Comedian David McSavage calls for licence fee to be scrapped as RTÉ scandal rumbles onMike Finnerty 03 Jul 2023
Comedian David McSavage has called for the TV licence fee to be scrapped as the controversy surrounding payments at RTÉ rumbles on.
Speaking to the Irish Mirror, McSavage, cousin of Ryan Tubridy, said “why should the licence fee pay for fat salaries? We should have a subscription service instead.”
“RTÉ needs to feel fear. I don’t pay the licence fee – there needs to be a revolution,” he said.
“RTÉ needs an electric bolt up their arse to get things moving over there. – I don’t think RTE appreciate the licence fee money because they don’t have to work for it.”

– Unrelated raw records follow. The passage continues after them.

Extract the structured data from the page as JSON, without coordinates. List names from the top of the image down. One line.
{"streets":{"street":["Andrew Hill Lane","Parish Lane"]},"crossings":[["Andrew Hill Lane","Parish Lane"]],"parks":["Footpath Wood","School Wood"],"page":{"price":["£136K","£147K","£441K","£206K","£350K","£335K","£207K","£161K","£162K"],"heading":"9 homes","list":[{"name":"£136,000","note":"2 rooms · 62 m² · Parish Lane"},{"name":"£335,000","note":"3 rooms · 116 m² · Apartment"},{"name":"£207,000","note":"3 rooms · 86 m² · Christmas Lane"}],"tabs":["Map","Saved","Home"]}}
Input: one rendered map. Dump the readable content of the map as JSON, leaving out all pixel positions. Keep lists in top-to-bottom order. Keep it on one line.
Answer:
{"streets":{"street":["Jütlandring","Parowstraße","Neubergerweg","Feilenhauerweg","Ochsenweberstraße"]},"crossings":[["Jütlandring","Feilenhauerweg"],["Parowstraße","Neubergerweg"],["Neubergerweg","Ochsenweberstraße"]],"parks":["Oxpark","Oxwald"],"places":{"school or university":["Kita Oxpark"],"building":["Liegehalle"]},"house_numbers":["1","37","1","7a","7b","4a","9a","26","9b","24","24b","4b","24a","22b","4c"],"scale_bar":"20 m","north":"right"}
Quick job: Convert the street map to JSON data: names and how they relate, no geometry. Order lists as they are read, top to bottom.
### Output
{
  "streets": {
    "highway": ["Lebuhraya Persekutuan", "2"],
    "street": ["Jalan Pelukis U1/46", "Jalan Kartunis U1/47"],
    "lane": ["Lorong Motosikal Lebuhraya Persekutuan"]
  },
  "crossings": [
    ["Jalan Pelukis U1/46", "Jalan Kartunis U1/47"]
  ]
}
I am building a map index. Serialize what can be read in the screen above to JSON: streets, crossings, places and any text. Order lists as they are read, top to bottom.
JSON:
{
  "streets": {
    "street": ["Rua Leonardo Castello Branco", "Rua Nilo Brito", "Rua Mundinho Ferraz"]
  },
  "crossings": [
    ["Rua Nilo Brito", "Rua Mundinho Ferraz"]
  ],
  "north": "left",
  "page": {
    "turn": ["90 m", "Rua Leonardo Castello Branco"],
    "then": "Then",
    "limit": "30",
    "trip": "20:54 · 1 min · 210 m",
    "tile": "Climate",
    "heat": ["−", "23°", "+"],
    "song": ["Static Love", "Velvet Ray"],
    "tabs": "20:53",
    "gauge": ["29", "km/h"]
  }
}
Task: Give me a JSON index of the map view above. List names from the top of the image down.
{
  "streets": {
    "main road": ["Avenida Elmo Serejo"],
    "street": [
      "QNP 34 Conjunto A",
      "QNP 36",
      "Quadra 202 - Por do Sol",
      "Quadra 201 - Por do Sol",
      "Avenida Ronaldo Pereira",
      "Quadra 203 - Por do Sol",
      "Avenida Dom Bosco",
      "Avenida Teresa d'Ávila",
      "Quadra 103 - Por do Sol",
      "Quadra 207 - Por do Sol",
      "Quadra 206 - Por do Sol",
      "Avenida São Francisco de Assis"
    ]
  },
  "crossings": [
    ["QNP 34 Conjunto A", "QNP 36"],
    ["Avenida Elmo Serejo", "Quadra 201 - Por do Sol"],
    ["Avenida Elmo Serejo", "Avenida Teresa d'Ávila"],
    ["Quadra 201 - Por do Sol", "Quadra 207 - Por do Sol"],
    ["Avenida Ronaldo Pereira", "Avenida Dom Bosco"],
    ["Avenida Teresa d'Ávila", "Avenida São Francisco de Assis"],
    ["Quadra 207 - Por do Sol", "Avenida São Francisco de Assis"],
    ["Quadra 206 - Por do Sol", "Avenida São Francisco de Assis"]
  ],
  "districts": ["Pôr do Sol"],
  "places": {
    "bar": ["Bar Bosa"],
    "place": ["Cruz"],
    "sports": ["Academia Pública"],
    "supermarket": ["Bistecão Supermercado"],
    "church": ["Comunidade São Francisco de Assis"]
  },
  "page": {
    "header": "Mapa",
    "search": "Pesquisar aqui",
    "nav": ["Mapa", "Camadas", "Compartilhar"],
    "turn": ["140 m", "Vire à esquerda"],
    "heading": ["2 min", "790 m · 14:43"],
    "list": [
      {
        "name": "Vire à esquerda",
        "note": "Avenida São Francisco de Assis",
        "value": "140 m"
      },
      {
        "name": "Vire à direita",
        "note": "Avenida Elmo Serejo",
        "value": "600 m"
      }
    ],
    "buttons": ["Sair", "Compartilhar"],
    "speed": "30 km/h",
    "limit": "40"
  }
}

McSavage, who starred in sketch show The Savage Eye between 2009 and 2014 on the broadcaster, has been outspoken in his comments on the licence fee system.
In 2016, McSavage stated he wasn’t paying the fee in protest at the broadcaster’s comedy output, saying at the time “RTÉ didn’t commission my Savage Eye special on 1916 because they were too scared and we might have done something funny.”
“The reason I didn’t pay it is I have genuine concerns as to the use RTÉ makes of taxpayers’ money,” he said.
McSavage was later convicted and fined of not paying his licence fee, and still maintains the same antagonistic relationship towards RTÉ.
“There doesn’t see to be any consequence to failing at RTÉ – it’s like RTÉ is dead and on a life support system.
“F*** this licence fee, let’s do a subscription service if people want RTÉ – that’ll make them competitive.”
When asked about the Tubridy element of the scandal, McSavage said his cousin was “thrown under a bus” but noted “he’s had a very good run and I’m sure he will continue after this to have a very successful career.”
“It’s not like he’s going to be homeless, you know, in a month or something. I think it will blow over.”
The RTÉ scandal has enveloped the broadcaster in an ever-escalating war of words between the NUJ, politicians and members of the public.
A 200-person protest was held outside RTÉ last week by the NUJ, with journalists at the organisation protesting cost-cutting measures that ran concurrent with the payment scandal at RTÉ.